Learn what self-billing means, to understand when your business needs to submit self-billed e-invoices

What is self-billing?

Self-billing is when the buyer reports certain expenses, such as purchases from foreign suppliers, on their own. Since foreign suppliers aren’t required to issue e-invoices, the buyer must declare these expenses directly.

By doing so, the buyer takes on the supplier’s role and submits the e-invoice for LHDN's validation.

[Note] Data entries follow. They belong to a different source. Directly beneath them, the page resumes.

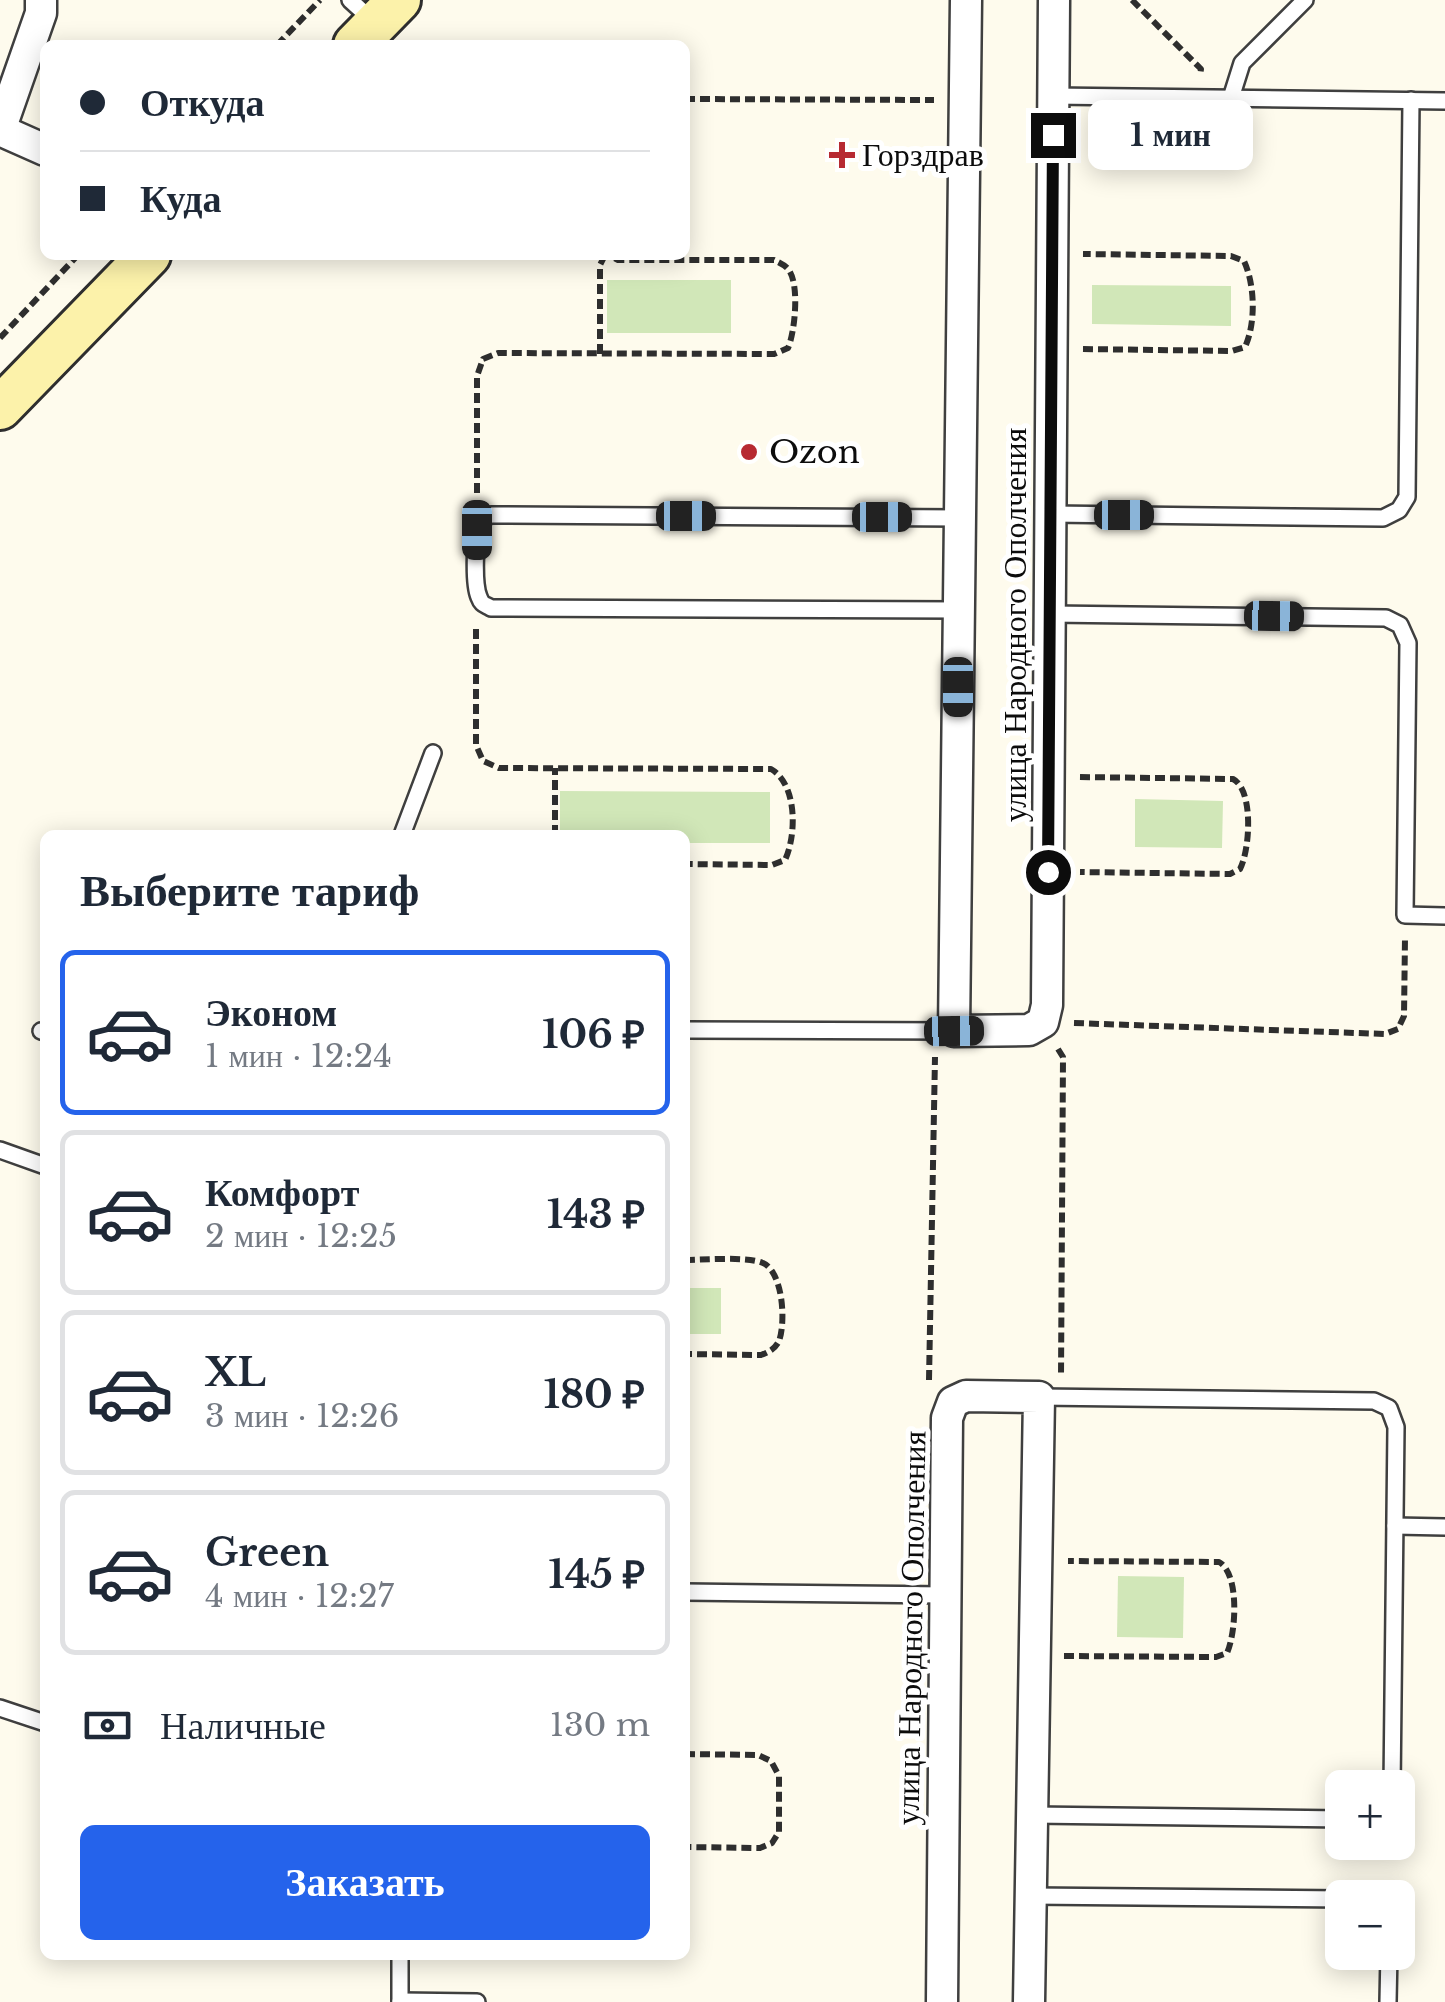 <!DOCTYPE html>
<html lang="ru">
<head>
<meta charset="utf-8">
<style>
	:root { --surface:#fff; --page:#f6f6f7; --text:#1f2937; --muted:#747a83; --line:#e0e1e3; --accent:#2563eb }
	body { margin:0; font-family:"Libre Baskerville",serif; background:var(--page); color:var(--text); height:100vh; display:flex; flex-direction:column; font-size:38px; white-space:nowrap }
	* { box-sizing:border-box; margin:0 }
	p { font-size:32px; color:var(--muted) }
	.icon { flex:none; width:55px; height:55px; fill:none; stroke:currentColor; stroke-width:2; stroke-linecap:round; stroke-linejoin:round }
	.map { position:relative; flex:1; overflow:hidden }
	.side { position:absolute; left:40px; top:830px; width:650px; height:1130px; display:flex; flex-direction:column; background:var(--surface); border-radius:15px; box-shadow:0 5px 25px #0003 }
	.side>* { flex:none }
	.banner { position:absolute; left:40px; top:40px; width:650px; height:220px; border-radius:15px; box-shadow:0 5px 25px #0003; display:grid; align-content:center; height:220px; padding:0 40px; background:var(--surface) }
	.buttons { position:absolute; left:1325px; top:1770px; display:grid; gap:20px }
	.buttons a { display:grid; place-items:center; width:90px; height:90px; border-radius:15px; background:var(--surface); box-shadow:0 5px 25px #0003; font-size:50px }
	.end { position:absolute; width:45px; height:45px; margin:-22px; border:12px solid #0c0c0c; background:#fff; box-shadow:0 0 0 5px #fff }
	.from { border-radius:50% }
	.bubble { position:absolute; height:70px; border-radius:15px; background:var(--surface); box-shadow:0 5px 25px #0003; font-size:32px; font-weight:700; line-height:70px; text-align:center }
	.car { position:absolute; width:30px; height:60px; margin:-30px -15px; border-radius:12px; box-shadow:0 0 8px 2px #0007; background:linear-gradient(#222 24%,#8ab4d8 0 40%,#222 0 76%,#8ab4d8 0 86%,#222 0) }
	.banner b { display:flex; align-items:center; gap:35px; height:95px; font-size:38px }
	.banner b+b { border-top:2px solid var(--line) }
	.banner i { width:25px; height:25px; background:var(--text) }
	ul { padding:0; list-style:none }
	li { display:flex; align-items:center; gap:30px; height:165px; margin:0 20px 15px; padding:0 20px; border:5px solid var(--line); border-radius:15px }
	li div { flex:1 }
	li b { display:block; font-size:38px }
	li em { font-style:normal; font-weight:700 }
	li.on { border-color:var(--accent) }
	li>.icon { width:90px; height:90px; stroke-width:1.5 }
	h2 { padding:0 40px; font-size:45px; line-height:120px }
	.pay { display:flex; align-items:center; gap:25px; height:110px; padding:0 40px; font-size:38px }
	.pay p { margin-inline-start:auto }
	.action { display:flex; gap:20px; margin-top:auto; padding:20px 40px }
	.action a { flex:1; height:115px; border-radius:15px; background:var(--accent); color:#fff; font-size:40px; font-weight:700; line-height:115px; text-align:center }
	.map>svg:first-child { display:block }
</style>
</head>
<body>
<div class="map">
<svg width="1445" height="2002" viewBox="0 0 1445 2002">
	<rect width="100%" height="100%" fill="#fefbed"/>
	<!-- green -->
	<g fill="#d1e7b8">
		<rect x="607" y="280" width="124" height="53"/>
		<path d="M1092 285 1231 286V326L1092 324Z"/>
		<path d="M560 791 770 792V843H685V835H560Z"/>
		<path d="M1135 799 1223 801 1222 848 1135 847Z"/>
		<rect x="685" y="1288" width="36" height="46"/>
		<path d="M1118 1576 1184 1577 1183 1638 1117 1637Z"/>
	</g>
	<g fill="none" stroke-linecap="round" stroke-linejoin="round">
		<!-- service casing -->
		<g stroke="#3f3f3f" stroke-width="20">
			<g id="service">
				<path d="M350 0 373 21"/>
				<path d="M1053 96 1445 101"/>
				<path d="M1231 98 1242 63 1305 0"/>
				<path d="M1051 514 1383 518 1399 510 1407 497 1411 100"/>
				<path d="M959 610 491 608C484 604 482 605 479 597 473 583 475 534 480 520L491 515 960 518"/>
				<path d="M1050 614 1386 618 1400 625 1408 643 1405 915 1445 916"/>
				<path d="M402 835 433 753"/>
				<path d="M685 1030 954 1031"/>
				<path d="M41 1031 45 1032"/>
				<path d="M0 1150 45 1166"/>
				<path d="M1039 1397 1374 1401 1389 1408 1396 1427 1392 1788"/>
				<path d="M1395 1526 1445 1527"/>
				<path d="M685 1592 946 1595"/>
				<path d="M0 1708 45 1723"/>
				<path d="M1033 1815 1342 1819"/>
				<path d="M1031 1896 1342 1899"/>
				<path d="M400 2001 477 2002"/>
				<path d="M400 2002V1955"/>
				<path d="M1388 2002 1389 1952"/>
			</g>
		</g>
		<!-- minor casing -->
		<g stroke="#3f3f3f" stroke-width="35">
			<g id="minor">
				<path d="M966 0 954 1031 1029 1030 1043 1022 1047 1005 1054 0"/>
				<path d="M0 130 41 13V0"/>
				<path d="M0 130 45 150"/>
				<path d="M942 2002 947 1418 953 1402 966 1396 1039 1397 1029 2002"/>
			</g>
		</g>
		<!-- secondary casing -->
		<g stroke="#2e2e2e" stroke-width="48">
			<g id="secondary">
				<path d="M355 45 399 0"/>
				<path d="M0 408 149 255"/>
			</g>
		</g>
		<!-- path -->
		<g stroke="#2e2e2e" stroke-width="6" stroke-dasharray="10 5" stroke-linecap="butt">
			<path d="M1132 0 1201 69 1200 76"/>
			<path d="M277 45 320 0"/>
			<path d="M685 99 934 100"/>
			<path d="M0 338 78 255"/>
			<path d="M1083 349 1232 351 1245 347C1256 323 1255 285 1244 261L1231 256 1083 254"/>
			<path d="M600 354V265L605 255"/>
			<path d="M477 493V376L483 359 498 353 774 354 788 348C795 332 800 283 788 269 785 265 778 262 774 260H618L608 255"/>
			<path d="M476 629V745L483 761 499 768 771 769C797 784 797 834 785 860L772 865 685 864"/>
			<path d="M1080 777 1233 779C1254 790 1250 850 1240 869L1230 874 1080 872"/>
			<path d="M555 835V768"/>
			<path d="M1074 1023 1385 1034 1398 1029 1404 1016 1405 938"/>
			<path d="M1058 1049 1063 1057 1061 1376"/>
			<path d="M685 1260C705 1260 746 1256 763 1263 783 1272 786 1322 779 1341 775 1349 769 1352 761 1355L685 1354"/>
			<path d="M929 1380 935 1057"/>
			<path d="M1064 1656 1216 1657 1227 1653C1236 1633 1240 1574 1219 1562L1068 1561"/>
			<path d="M685 1754 758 1755 771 1761 779 1776V1832L772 1843 760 1848 685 1847"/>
		</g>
		<!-- service -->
		<use href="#service" stroke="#fff" stroke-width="15"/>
		<!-- minor -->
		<use href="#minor" stroke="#fff" stroke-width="30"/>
		<!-- secondary -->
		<use href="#secondary" stroke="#fcf2aa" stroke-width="42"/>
	</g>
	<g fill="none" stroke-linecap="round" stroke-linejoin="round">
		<!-- route -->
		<path stroke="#0c0c0c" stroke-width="12" d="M1048 872 1053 135"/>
	</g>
	<!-- markers -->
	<g fill="#b72a32" stroke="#fff" stroke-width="4">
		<path d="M837 140h10v10h10v10h-10v10h-10v-10h-10v-10h10z"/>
		<circle cx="749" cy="452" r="10"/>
	</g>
	<g text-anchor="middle" stroke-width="10" stroke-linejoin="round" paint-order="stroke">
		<!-- poi labels -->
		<g font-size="32" fill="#0c0c0c" stroke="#fff" text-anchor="start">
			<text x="862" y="166">Горздрав</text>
			<text x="769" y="463">Ozon</text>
		</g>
		<!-- street labels -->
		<g font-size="32" fill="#0c0c0c" stroke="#fff">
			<text transform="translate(1015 625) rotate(-90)" y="11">улица Народного Ополчения</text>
			<text transform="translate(911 1628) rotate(-89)" y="11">улица Народного Ополчения</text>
		</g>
	</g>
</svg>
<div class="buttons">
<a>+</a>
<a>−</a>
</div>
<i class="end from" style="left:1048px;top:872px"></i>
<i class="end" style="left:1053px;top:135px"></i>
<div class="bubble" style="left:1088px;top:100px;width:165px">1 мин</div>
<i class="car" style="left:1124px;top:515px;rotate:90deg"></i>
<i class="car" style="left:686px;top:516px;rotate:90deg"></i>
<i class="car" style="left:882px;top:517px;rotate:90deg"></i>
<i class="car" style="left:477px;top:530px;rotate:180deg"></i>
<i class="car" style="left:1274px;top:616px;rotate:91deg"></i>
<i class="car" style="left:958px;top:687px;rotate:180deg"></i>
<i class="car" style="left:954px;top:1031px;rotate:89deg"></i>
<div class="banner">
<b><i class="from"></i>Откуда</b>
<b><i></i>Куда</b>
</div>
<section class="side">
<h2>Выберите тариф</h2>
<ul>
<li class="on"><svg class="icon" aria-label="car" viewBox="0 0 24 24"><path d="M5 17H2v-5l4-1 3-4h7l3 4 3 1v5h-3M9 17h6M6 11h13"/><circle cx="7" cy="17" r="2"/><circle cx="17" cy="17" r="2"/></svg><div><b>Эконом</b><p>1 мин · 12:24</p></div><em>106 ₽</em></li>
<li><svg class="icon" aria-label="car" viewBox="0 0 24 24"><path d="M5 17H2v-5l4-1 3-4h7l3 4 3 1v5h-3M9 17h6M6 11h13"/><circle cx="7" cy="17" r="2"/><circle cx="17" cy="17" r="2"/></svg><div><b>Комфорт</b><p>2 мин · 12:25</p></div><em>143 ₽</em></li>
<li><svg class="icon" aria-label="car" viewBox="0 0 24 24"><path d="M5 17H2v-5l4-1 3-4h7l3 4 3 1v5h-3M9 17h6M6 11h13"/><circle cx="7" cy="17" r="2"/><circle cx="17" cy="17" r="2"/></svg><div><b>XL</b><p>3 мин · 12:26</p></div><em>180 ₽</em></li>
<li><svg class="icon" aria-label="car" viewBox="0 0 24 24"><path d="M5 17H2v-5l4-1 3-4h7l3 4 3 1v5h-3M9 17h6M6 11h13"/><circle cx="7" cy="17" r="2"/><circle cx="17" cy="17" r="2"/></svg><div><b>Green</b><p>4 мин · 12:27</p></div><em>145 ₽</em></li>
</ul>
<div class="pay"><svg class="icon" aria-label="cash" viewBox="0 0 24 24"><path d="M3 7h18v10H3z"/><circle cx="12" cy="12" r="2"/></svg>Наличные<p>130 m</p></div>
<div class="action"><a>Заказать</a></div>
</section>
</div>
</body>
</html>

Once validated, the buyer can use the e-invoice as proof of expense for tax purposes.


When am I required to submit?

Source: LHDN, E-Invoice Specific Guideline

(a) Payment to agents, dealers, and distributors

(b) Goods sold or services rendered by foreign suppliers

(c) Profit distribution (e.g., dividend distribution)

(d) Electronic commerce (“e-commerce”) transactions

(e) Pay-outs to all betting and gaming winners.

(f) Transactions with individuals who are not conducting a business

(g) Interest payments, except in the following cases:
i. Businesses (e.g., financial institutions) charging interest to the public, whether businesses or individuals.
ii. Interest payments made by employees to employers.
iii. Interest payments made by foreign payors to Malaysian taxpayers.
iv. Interest payments to a related company (as defined in the Income Tax Act 1967) incorporated in Malaysia that provides centralized treasury services to its related companies.
v. Late payment interest or charges imposed by Malaysian taxpayers.

Note: The supplier is required to issue an e-Invoice for the exceptions listed above.

(h) Claims, compensation, or benefit payments from an insurance business.

(i) Payments related to capital reduction, share/capital/unit redemption, share buyback, return of capital, or liquidation proceeds.